Stories are great. You sweeten it a little, throw out anything irrelevant to the plotline and get right to the gooey center.
Thus with my story. Several commented that Taming of a Pharisee reflected a victorious life, lived extravagantly with the fullness that is Jesus, bathed in His love, washed in His goodness. . .
Most of my poor life, I spent thrashing around, whining like a girlie-babie.
Note the spiritual timeline:
Ages 0-7 –Pretty quiet
A few weeks at age 7—Jesus shows up, saves girl from certain doom
7-12—Five years of typical childhood junk and stuff
12-ish—Falls in love with Jesus
12-14—Family crisis, increasing darkness
14-18—Four years of roller coaster spiraling, generally trending downward
18-28—Ten years of hard-hearted religious living
29-49—Twenty years of struggle, punctuated by moments of agony and glory, generally trending upward
For three decades, I feverishly applied one of those off-brand, Yeshua-substitutes to heal the broken places. Didn’t work so well. Fortunately, He takes care of His own and He’s patient like crazy.
A Little Hindsight
Taming of a Pharisee wasn’t written to make anyone feel defeated. The one and only intention?

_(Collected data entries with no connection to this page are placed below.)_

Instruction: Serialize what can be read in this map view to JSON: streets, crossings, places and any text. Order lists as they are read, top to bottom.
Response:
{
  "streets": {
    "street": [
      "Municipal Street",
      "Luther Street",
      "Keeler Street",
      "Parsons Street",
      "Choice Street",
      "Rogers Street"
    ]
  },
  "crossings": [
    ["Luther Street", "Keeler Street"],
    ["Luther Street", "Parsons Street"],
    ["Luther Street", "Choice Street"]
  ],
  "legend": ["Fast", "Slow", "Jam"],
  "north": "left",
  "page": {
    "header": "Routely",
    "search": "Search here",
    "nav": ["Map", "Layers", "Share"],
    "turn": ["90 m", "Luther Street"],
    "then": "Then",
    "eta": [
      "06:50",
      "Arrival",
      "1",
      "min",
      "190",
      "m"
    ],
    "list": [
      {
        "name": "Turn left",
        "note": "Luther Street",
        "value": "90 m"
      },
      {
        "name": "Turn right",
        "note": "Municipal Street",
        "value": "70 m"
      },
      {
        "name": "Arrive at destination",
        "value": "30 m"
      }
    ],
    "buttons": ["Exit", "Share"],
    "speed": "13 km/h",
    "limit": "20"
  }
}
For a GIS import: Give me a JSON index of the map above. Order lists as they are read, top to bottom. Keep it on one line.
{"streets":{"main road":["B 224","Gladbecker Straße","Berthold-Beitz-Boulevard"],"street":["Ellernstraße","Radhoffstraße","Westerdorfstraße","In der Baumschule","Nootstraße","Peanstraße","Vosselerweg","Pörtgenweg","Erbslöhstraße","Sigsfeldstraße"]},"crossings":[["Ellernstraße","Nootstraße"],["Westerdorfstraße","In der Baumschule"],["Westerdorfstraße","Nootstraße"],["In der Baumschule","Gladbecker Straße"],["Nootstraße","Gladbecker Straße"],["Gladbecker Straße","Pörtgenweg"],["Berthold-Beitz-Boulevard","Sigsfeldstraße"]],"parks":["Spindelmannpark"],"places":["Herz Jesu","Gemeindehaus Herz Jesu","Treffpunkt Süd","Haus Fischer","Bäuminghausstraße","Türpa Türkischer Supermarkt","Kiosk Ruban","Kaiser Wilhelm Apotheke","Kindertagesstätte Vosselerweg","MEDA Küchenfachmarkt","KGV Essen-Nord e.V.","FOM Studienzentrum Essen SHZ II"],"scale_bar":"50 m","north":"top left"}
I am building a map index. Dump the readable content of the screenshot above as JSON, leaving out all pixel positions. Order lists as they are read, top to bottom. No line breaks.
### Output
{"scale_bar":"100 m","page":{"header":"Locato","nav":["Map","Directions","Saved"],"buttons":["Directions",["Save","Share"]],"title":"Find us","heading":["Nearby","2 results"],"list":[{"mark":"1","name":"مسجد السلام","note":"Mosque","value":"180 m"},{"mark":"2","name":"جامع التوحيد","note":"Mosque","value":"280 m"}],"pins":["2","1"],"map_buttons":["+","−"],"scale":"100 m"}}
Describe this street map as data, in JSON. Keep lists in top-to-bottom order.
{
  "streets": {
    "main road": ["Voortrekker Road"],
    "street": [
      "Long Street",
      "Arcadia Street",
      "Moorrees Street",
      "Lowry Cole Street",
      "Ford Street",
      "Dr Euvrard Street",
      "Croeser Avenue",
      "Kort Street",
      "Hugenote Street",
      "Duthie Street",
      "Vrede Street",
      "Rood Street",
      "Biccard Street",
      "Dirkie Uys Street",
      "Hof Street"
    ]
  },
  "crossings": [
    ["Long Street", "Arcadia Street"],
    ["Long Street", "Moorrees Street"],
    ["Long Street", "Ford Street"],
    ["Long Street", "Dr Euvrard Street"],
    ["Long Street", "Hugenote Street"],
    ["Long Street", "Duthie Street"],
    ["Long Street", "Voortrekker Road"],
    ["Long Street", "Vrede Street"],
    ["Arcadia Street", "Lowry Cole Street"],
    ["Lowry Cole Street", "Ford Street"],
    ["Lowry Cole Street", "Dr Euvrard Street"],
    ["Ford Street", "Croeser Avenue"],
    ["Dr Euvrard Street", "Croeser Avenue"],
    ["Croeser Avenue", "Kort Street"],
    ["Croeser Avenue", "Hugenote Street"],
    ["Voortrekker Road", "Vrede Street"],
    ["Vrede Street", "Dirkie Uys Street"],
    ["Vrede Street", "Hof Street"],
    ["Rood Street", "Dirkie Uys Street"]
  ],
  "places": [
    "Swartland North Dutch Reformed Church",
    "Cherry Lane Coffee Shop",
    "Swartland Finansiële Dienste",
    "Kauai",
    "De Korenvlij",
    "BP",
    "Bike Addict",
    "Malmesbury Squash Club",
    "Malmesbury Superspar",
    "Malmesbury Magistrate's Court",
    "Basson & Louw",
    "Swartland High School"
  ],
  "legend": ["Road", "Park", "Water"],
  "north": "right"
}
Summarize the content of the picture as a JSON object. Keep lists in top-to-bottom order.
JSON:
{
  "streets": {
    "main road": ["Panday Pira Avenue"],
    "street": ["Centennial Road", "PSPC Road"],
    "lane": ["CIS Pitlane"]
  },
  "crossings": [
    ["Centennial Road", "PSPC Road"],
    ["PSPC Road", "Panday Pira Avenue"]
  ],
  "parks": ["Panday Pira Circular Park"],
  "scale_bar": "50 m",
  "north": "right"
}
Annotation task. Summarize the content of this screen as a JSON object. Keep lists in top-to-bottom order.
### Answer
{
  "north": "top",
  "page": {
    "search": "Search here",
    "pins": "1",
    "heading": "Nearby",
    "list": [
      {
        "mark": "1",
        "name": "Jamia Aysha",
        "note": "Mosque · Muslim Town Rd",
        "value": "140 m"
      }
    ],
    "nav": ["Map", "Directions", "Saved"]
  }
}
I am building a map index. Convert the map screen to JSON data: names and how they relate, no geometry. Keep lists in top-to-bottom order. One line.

To direct the hurting to look Up.
You don’t have to wait until you’re knocking on fifty to live with a continual knowledge of His presence. You don’t have to spend decades parading around the wilderness bleeding.
Until recently, I spent random moments bathed in His love. Most of the time, I clung to anything and everything else. Religion became an idol—something I loved more than Him.
That has changed.
I’ve come to understand this wasted time, wasted life isn’t necessary. From the perspective of distance, the roadblocks that tripped up broken feet stand out against the landscape.
He is faithful—and persistent. The minute you turn to Jesus, calling on Him to rescue your sorry self, He sets events in motion, reorders your world, schedules appointments to intersect the heavenly with your circumstances.
Life begins again.
Everyone wants a do-over, right?
It’s your job to say yes when He calls.
It’s my job to pull the boulders off your pathway.